Collected data entries
——

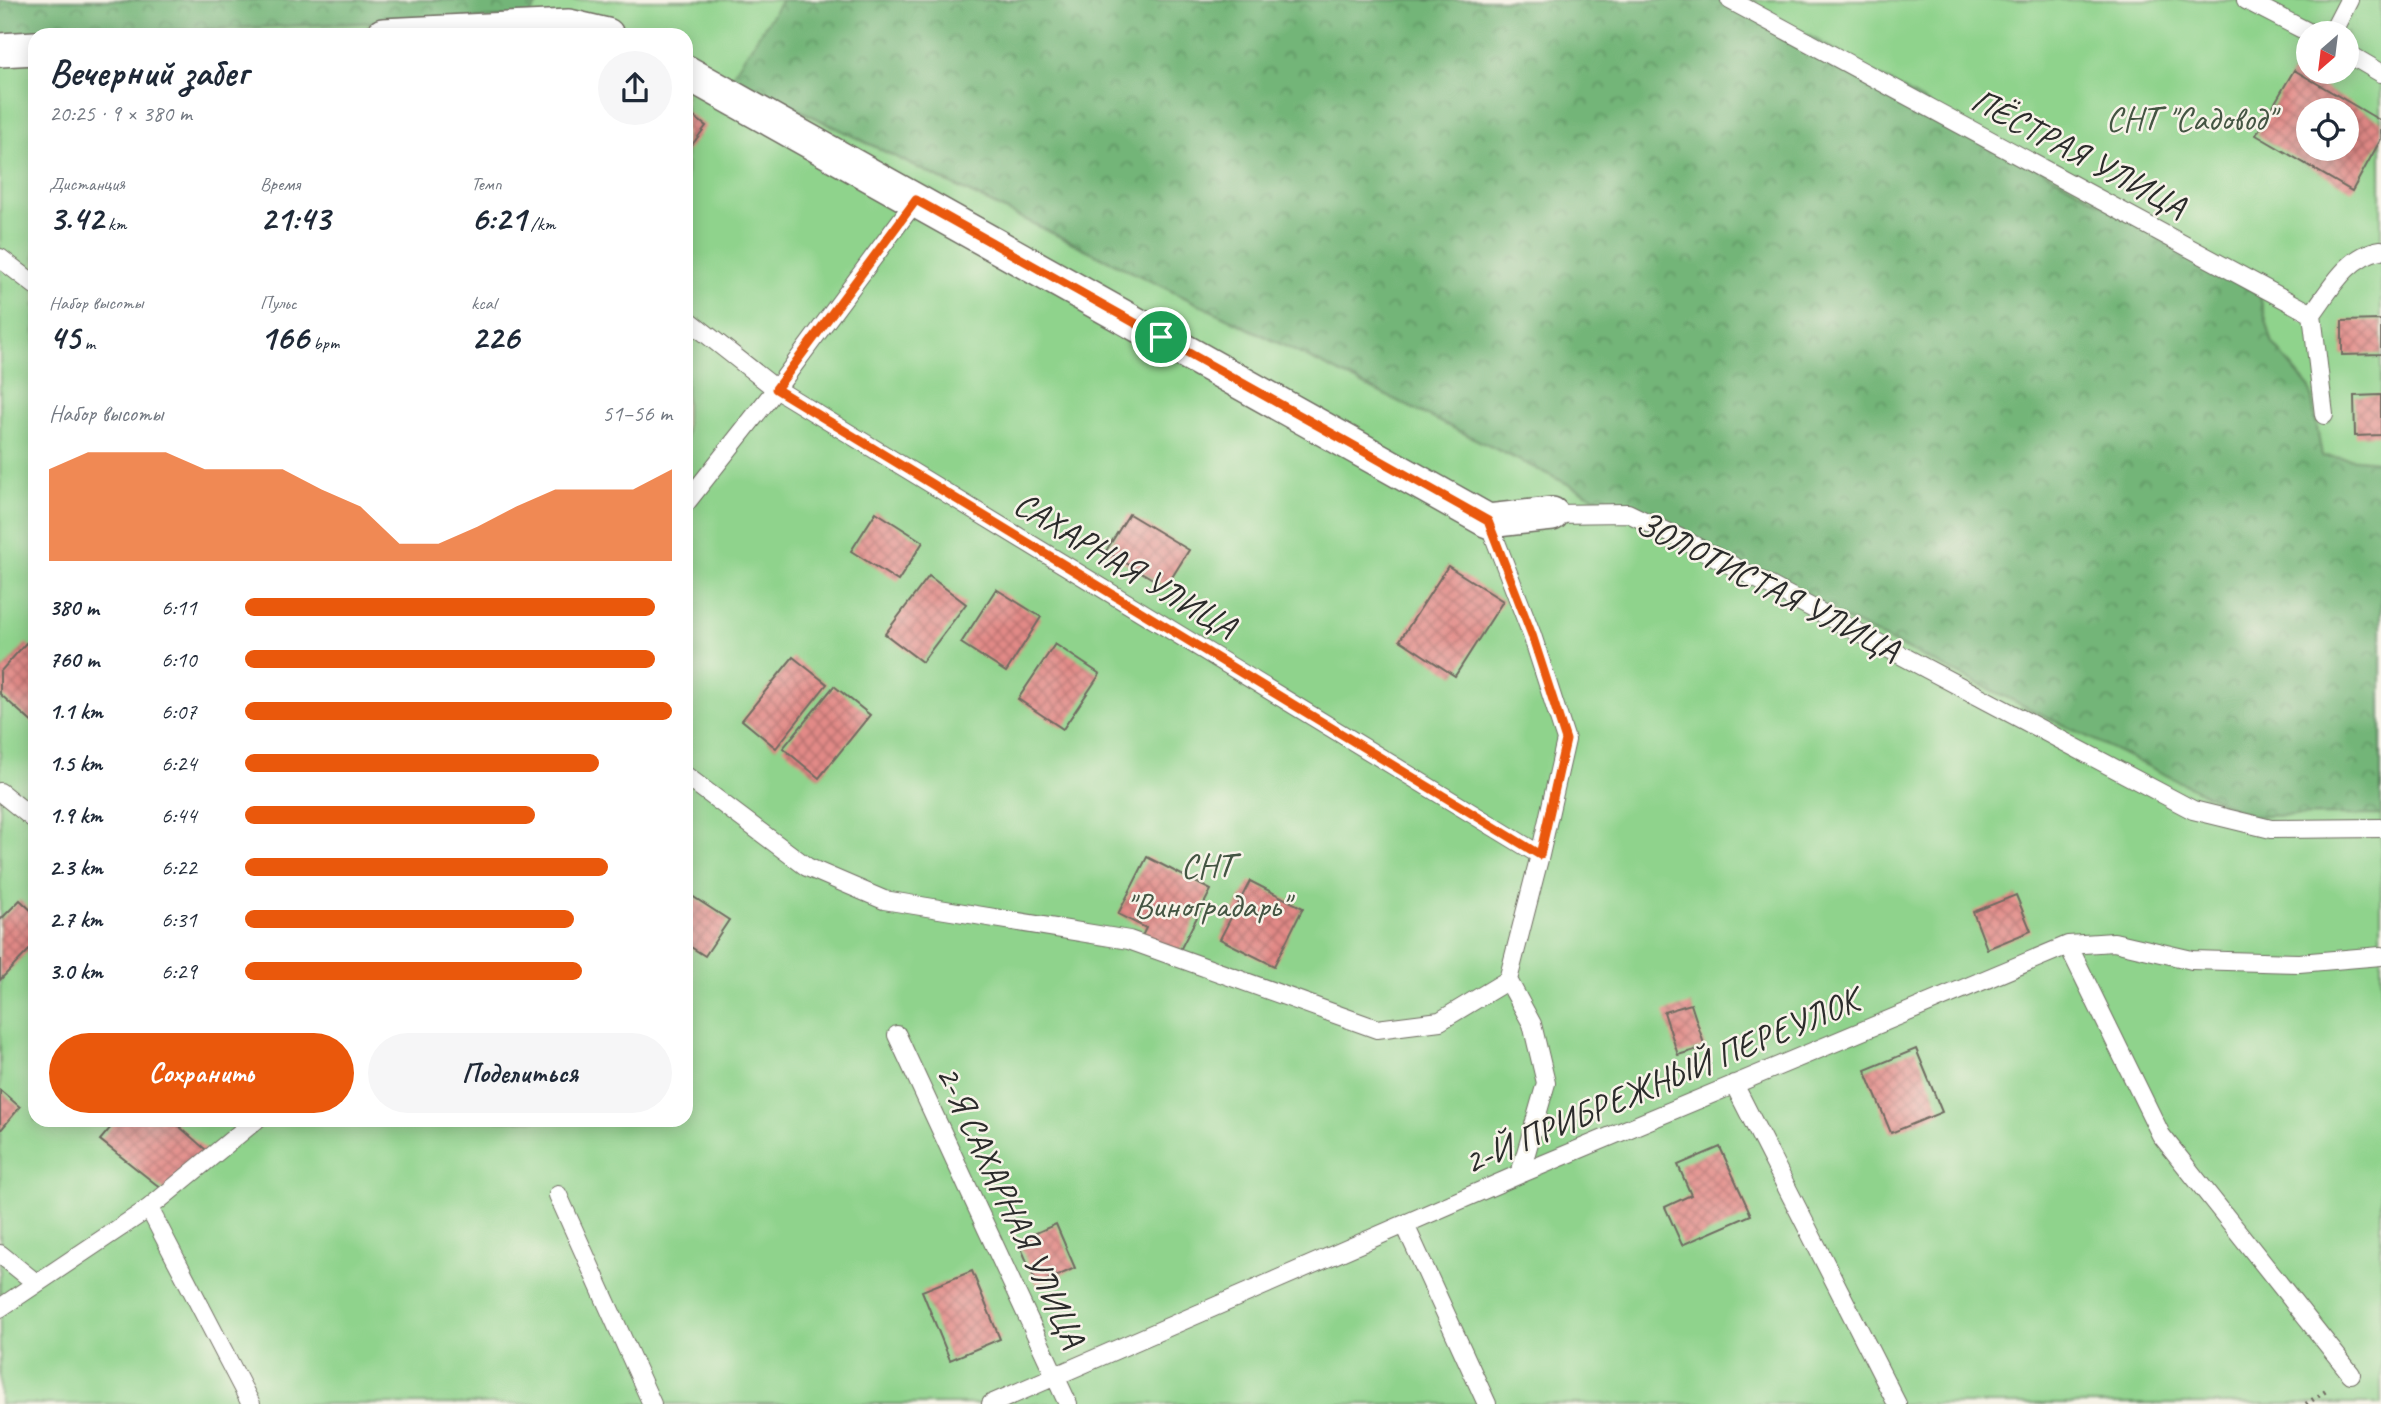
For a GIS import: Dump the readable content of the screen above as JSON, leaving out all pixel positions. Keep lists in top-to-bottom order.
{
  "streets": {
    "street": ["ЗОЛОТИСТАЯ УЛИЦА"],
    "lane": [
      "ПЁСТРАЯ УЛИЦА",
      "САХАРНАЯ УЛИЦА",
      "2-Й ПРИБРЕЖНЫЙ ПЕРЕУЛОК",
      "2-Я САХАРНАЯ УЛИЦА"
    ]
  },
  "crossings": [
    ["2-Й ПРИБРЕЖНЫЙ ПЕРЕУЛОК", "2-Я САХАРНАЯ УЛИЦА"]
  ],
  "parks": ["СНТ \"Садовод\"", "СНТ \"Виноградарь\""],
  "north": "bottom left",
  "page": {
    "heading": ["Вечерний забег", "20:25 · 9 × 380 m"],
    "stats": [
      ["Дистанция", "3.42 km"],
      ["Время", "21:43"],
      ["Темп", "6:21 /km"],
      ["Набор высоты", "45 m"],
      ["Пульс", "166 bpm"],
      ["kcal", "226"]
    ],
    "chart": ["Набор высоты", "51–56 m"],
    "list": [
      {
        "name": "380 m",
        "note": "6:11"
      },
      {
        "name": "760 m",
        "note": "6:10"
      },
      {
        "name": "1.1 km",
        "note": "6:07"
      },
      {
        "name": "1.5 km",
        "note": "6:24"
      },
      {
        "name": "1.9 km",
        "note": "6:44"
      },
      {
        "name": "2.3 km",
        "note": "6:22"
      },
      {
        "name": "2.7 km",
        "note": "6:31"
      },
      {
        "name": "3.0 km",
        "note": "6:29"
      }
    ],
    "buttons": ["Сохранить", "Поделиться"]
  }
}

——

What the task asks
Please retype the records above exactly, but leave out any pictures.

Your response
For a GIS import: Dump the readable content of the screen above as JSON, leaving out all pixel positions. Keep lists in top-to-bottom order.
{
  "streets": {
    "street": ["ЗОЛОТИСТАЯ УЛИЦА"],
    "lane": [
      "ПЁСТРАЯ УЛИЦА",
      "САХАРНАЯ УЛИЦА",
      "2-Й ПРИБРЕЖНЫЙ ПЕРЕУЛОК",
      "2-Я САХАРНАЯ УЛИЦА"
    ]
  },
  "crossings": [
    ["2-Й ПРИБРЕЖНЫЙ ПЕРЕУЛОК", "2-Я САХАРНАЯ УЛИЦА"]
  ],
  "parks": ["СНТ \"Садовод\"", "СНТ \"Виноградарь\""],
  "north": "bottom left",
  "page": {
    "heading": ["Вечерний забег", "20:25 · 9 × 380 m"],
    "stats": [
      ["Дистанция", "3.42 km"],
      ["Время", "21:43"],
      ["Темп", "6:21 /km"],
      ["Набор высоты", "45 m"],
      ["Пульс", "166 bpm"],
      ["kcal", "226"]
    ],
    "chart": ["Набор высоты", "51–56 m"],
    "list": [
      {
        "name": "380 m",
        "note": "6:11"
      },
      {
        "name": "760 m",
        "note": "6:10"
      },
      {
        "name": "1.1 km",
        "note": "6:07"
      },
      {
        "name": "1.5 km",
        "note": "6:24"
      },
      {
        "name": "1.9 km",
        "note": "6:44"
      },
      {
        "name": "2.3 km",
        "note": "6:22"
      },
      {
        "name": "2.7 km",
        "note": "6:31"
      },
      {
        "name": "3.0 km",
        "note": "6:29"
      }
    ],
    "buttons": ["Сохранить", "Поделиться"]
  }
}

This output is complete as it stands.